Este deseo de lucha no nos llevará siempre a la
victoria: habrá fracasos, pero el desagravio y la contrición nos acercarán más
a Dios. La contrición rejuvenece el alma.
«Ante nuestras miserias y nuestros pecados, ante
nuestros errores –aunque, por la gracia divina, sean de poca monta–, vayamos a
la oración y digamos a nuestro Padre: ¡Señor, en mi pobreza, en mi fragilidad,
en este pobre barro mío de vasija rota, Señor, colócame unas lañas y –con mi
dolor y con tu perdón– seré más fuerte y más gracioso que antes! Una oración
consoladora, para que la repitamos cuando se destroce este pobre barro nuestro»13.
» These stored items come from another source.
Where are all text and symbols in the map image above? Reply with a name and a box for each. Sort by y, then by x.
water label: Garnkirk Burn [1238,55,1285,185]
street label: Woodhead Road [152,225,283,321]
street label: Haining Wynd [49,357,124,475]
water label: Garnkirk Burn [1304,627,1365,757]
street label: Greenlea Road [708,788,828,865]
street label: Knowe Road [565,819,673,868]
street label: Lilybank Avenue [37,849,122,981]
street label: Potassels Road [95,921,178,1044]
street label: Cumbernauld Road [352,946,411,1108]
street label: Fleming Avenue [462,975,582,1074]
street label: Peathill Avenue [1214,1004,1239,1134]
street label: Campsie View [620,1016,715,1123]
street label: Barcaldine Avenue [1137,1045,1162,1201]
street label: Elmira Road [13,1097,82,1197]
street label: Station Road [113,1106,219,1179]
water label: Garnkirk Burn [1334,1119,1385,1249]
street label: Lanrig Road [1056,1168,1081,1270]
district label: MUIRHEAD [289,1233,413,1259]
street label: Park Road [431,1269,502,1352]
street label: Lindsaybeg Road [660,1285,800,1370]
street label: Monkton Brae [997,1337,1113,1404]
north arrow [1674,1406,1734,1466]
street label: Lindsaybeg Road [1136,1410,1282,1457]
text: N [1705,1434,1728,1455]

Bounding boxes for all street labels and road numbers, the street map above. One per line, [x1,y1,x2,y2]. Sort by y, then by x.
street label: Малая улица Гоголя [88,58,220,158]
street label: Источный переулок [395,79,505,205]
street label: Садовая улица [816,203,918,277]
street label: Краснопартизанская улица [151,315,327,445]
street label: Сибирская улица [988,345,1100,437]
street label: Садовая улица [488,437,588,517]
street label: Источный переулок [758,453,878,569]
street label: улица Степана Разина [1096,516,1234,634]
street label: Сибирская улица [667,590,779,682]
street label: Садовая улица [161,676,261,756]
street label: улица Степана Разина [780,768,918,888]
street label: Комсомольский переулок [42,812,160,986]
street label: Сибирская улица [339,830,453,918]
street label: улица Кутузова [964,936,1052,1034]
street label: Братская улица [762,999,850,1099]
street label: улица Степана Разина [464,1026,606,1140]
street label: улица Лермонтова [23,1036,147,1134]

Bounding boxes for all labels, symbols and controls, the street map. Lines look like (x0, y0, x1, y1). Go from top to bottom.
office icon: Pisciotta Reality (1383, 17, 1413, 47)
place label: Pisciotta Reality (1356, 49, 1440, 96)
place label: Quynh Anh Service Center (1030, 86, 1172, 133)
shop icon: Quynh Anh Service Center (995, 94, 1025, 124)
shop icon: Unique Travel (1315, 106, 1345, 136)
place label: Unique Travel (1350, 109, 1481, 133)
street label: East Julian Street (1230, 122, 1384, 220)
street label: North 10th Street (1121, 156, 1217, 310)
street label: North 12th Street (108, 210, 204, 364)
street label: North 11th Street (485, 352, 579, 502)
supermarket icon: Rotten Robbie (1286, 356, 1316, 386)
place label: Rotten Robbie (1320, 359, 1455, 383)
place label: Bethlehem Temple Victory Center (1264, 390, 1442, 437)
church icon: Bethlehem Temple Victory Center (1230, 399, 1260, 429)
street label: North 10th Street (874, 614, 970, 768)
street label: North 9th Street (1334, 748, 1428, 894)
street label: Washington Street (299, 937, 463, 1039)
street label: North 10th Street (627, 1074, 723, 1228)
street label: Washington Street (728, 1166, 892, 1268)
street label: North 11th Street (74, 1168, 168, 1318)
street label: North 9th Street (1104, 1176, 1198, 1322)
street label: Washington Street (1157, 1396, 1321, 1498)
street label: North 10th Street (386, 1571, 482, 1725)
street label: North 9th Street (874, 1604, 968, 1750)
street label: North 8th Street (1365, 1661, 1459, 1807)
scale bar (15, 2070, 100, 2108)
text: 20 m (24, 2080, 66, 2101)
Y, de nuevo, cerca de Cristo. Con una alegría nueva,
con una humildad nueva. Humildad, sinceridad, arrepentimiento... y volver a
empezar. Hay que saber empezar una vez más; todas cuantas veces haga falta.
Dios cuenta con nuestra fragilidad.
Dios perdona siempre, pero es preciso levantarse,
arrepentirse, ir a la Confesión cuando sea necesario. Hay una alegría profunda,
incomparable, cada vez que recomenzamos. A lo largo de nuestra vida hemos de
hacerlo muchas veces, porque faltas las habrá siempre y tendremos deficiencias,
fragilidades, pecados. Quizá este rato de oración nos puede servir para
recomenzar una vez más. El Señor cuenta con nuestros fracasos, pero también
espera de nosotros muchas pequeñas victorias a lo largo de nuestros días. Así
no caeremos en el aburguesamiento, en la dejadez, en el desamor.
1 Salmo
responsorial de la Misa, Sal 1, 1-4. —
2 Cfr. Jn 6,
68. —
3 Salmo
responsorial. —
4 San
Gregorio Nacianceno, Epístola, 212. —
5 Cfr. Lc 5,
12-13. —
6 R.
Llull, Libro del Amigo y del Amado, 115. —
7 B.
Baur, La confesión frecuente, p. 103.
—
8 Cfr. F.
Fernández Carvajal, La tibieza, pp. 28-42. —
9 San
Pedro de Alcántara, Trat. de la oración y meditación, 2, 3.
—
10 Cfr. San
Josemaría Escrivá, Camino, n. 326. —
11 Ibídem,
n. 331. —
12 Antífona
2 de las lecturas del Oficio divino. —
13 San
Josemaría Escrivá, Amigos de Dios, 95.